■ **PROVIDED DATA**:
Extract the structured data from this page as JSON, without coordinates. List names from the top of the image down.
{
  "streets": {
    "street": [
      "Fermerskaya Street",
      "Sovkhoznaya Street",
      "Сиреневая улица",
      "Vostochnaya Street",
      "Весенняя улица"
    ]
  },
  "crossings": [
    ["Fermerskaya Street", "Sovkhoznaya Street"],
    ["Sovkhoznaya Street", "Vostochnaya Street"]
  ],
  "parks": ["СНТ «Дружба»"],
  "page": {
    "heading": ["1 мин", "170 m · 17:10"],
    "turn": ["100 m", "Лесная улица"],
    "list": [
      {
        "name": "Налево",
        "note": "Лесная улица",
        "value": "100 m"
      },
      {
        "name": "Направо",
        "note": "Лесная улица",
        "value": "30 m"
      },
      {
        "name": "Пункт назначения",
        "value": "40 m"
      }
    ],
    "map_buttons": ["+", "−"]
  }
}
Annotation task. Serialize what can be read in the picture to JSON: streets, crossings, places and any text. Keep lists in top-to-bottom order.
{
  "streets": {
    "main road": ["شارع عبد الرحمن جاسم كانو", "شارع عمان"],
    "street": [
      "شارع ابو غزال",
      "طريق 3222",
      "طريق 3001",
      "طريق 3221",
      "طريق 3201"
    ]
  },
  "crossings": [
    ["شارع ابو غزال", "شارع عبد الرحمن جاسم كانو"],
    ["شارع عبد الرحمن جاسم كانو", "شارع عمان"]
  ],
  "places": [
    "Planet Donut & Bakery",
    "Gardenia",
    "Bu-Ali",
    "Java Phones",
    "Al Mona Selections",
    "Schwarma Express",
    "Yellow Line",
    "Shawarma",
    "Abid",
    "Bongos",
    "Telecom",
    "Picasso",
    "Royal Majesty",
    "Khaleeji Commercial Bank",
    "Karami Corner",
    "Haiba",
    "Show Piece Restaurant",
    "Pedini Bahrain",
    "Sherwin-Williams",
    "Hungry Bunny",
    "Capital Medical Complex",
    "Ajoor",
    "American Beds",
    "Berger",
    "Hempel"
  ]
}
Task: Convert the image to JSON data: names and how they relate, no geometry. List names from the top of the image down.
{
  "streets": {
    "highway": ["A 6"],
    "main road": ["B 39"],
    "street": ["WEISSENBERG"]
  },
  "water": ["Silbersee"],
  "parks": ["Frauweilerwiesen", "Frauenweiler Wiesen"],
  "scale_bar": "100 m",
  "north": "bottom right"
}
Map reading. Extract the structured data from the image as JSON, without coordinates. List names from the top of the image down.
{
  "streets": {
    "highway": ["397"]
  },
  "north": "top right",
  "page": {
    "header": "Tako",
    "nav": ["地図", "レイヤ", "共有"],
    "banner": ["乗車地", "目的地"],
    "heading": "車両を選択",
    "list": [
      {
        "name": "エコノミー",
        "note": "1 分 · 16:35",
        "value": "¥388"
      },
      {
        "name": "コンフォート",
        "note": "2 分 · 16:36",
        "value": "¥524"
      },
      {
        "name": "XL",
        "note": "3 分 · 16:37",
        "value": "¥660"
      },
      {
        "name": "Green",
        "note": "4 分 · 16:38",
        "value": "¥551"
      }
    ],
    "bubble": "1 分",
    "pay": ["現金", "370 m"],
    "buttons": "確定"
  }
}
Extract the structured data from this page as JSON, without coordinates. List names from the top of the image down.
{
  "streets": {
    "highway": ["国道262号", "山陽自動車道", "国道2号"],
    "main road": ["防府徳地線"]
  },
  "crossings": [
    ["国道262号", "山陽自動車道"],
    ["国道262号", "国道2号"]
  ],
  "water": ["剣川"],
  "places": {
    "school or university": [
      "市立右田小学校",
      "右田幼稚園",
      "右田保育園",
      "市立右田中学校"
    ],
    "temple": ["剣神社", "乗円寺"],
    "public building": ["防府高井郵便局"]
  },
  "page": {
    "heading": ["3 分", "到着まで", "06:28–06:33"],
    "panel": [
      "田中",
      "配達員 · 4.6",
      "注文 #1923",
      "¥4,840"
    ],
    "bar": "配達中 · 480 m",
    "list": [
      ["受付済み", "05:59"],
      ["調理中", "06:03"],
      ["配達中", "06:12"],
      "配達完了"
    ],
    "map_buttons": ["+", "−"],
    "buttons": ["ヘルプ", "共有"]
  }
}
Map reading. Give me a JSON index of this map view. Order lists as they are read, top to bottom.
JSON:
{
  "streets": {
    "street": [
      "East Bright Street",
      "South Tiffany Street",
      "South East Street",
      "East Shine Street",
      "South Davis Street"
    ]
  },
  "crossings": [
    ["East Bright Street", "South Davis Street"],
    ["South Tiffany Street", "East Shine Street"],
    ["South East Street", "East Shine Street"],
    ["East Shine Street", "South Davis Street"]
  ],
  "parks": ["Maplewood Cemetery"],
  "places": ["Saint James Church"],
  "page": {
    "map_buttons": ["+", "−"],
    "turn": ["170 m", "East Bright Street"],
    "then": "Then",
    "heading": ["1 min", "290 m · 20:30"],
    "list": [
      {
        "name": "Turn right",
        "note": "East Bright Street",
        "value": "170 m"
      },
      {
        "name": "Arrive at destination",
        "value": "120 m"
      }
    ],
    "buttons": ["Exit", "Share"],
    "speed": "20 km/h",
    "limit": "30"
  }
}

■ **WHAT IS REQUIRED**: Whenever the word "Tiffany" shows up in a line of the entries, copy that line.

■ **TASK RESULT**:
      "South Tiffany Street",
    ["South Tiffany Street", "East Shine Street"],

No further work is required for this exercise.